Mit der Autopfandleihe die finanzielle Not lindern

Bei der Autopfandleihe des Pfandhauses wird das eigene Fahrzeug als Sicherheit gegen Bargeld eingetauscht. Dabei verbleibt das Fahrzeug auf dem Gelände des Pfandhauses, bis es wieder ausgelöst werden kann. Es steht in dem Moment nicht mehr zur persönlichen Verfügung. Um diesen Weg gehen zu können, bedarf es einiger Voraussetzungen vonseiten des Pfandhauses.

Das Pfandhaus möchte den Fahrzeugschein, den Fahrzeugbrief sowie den Personal- oder Reisepass vor einer Bargeldauszahlung überprüfen. Damit wird sichergestellt, dass es sich um den Besitzer des Fahrzeuges handelt. Ein geleastes Fahrzeug kann nicht ins Pfandhaus gegeben werden. Dies ist nicht erlaubt und der Vertrag zwischen Pfandhaus und Fahrzeugführer wird kaum zustande kommen. Der Fahrzeugeigentümer des geleasten Fahrzeuges ist das entsprechende Autohaus. Dieses ist im Besitz des Fahrzeugbriefes und rechtmäßiger Eigentümer. Der Führer des geleasten Fahrzeuges ist nur im Besitz des Fahrzeugscheines und berechtigt, das Fahrzeug zu fahren, jedoch in keiner Weise zu veräußern.
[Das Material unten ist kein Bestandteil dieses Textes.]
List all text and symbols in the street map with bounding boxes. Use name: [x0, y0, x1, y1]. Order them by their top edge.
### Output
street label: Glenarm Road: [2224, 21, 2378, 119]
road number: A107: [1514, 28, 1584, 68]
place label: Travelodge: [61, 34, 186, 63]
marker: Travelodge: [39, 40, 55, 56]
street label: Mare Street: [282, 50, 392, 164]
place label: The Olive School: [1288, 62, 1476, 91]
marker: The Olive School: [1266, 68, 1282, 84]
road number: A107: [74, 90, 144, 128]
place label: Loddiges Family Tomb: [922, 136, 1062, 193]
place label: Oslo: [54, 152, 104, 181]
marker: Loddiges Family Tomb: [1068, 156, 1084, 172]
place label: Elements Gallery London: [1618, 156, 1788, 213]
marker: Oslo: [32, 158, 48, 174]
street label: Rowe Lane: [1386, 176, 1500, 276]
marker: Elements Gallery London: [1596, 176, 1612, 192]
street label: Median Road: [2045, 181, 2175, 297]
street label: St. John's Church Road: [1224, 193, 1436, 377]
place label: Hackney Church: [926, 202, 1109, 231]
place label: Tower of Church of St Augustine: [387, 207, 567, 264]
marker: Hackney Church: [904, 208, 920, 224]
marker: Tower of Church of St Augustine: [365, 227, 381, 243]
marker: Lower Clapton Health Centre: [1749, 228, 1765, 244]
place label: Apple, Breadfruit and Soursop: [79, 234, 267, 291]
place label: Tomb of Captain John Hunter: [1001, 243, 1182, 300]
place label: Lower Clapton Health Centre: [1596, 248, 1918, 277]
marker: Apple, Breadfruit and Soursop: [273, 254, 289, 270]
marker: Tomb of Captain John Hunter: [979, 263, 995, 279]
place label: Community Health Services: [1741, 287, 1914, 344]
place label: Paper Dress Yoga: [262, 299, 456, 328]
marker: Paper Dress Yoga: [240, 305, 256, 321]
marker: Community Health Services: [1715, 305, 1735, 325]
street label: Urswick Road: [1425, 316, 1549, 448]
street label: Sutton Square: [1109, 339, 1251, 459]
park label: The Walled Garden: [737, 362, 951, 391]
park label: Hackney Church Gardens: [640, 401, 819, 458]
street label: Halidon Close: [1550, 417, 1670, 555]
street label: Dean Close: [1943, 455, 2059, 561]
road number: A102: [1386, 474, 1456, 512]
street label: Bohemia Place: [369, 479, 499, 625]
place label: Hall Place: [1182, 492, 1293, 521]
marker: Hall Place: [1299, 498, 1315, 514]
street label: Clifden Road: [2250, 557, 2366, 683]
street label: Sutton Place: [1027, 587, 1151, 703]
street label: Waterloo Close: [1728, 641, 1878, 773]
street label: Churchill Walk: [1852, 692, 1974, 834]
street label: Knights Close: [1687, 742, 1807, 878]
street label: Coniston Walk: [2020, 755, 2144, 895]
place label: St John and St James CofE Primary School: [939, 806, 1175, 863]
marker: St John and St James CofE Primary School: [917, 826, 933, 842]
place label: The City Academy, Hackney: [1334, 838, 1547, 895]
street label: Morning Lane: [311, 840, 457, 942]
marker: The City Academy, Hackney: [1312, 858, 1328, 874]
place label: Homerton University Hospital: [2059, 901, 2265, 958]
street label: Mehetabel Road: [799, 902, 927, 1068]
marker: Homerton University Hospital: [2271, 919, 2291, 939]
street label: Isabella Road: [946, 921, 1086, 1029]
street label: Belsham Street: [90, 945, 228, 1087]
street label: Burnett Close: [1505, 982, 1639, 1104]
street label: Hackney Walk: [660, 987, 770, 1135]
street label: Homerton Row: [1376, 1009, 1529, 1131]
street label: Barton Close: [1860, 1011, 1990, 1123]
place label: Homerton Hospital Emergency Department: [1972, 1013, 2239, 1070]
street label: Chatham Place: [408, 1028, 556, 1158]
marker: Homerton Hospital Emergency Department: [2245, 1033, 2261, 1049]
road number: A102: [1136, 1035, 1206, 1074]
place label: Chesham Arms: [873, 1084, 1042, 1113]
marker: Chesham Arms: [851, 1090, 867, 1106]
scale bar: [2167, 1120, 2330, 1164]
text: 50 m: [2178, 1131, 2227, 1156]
Ebenso kann ein finanziertes Fahrzeug durch einen speziellen Autokredit, dessen Fahrzeugbrief bei der Bank als Sicherheit hinterlegt ist, nicht ins Pfandhaus gegeben werden. Wurde das Fahrzeug durch einen privaten Kredit ohne, dass der Fahrzeugbrief bei einer Bank liegt, finanziert, dann kann das Fahrzeug selbstverständlich als Pfand hinterlegt werden. Sobald der Fahrzeugbrief nicht in den eigenen Händen verleiht, wird die Autopfandleihe nicht abgewickelt werden. Ein Fahrzeug ohne Fahrzeugbrief kann nicht verkauft oder als Pfandleihe benutzt werden.

Unter Umständen besteht bei der Pfandleihe die Möglichkeit, das eigene Wohnmobil, den Traktor oder das Motorrad als Pfand zu hinterlegen. Es liegt selbstverständlich im Ermessen der Pfandanstalt einen Foodtruck oder ein Baufahrzeug als Leihgabe anzunehmen.

Prinzipiell eignet sich die Autopfandleihe nur, wenn ein entsprechend hoher Geldbetrag vorübergehend benötigt wird. Der Vorteil bei der Pfandleihe ist, der Ablauf ist in der Regel unkompliziert, diskret und kann kurzfristig genutzt werden für vorübergehende Engpässe. Mühsame Kreditanfragen bei der Hausbank bzw. weiteren Kreditinstituten beanspruchen mindestens Tage, wenn nicht sogar Wochen. Dabei spielt bei den Pfandhäusern keine Rolle, ob eventuell negative finanzielle Auskünfte bei entsprechenden Auskunfteien vorhanden sind.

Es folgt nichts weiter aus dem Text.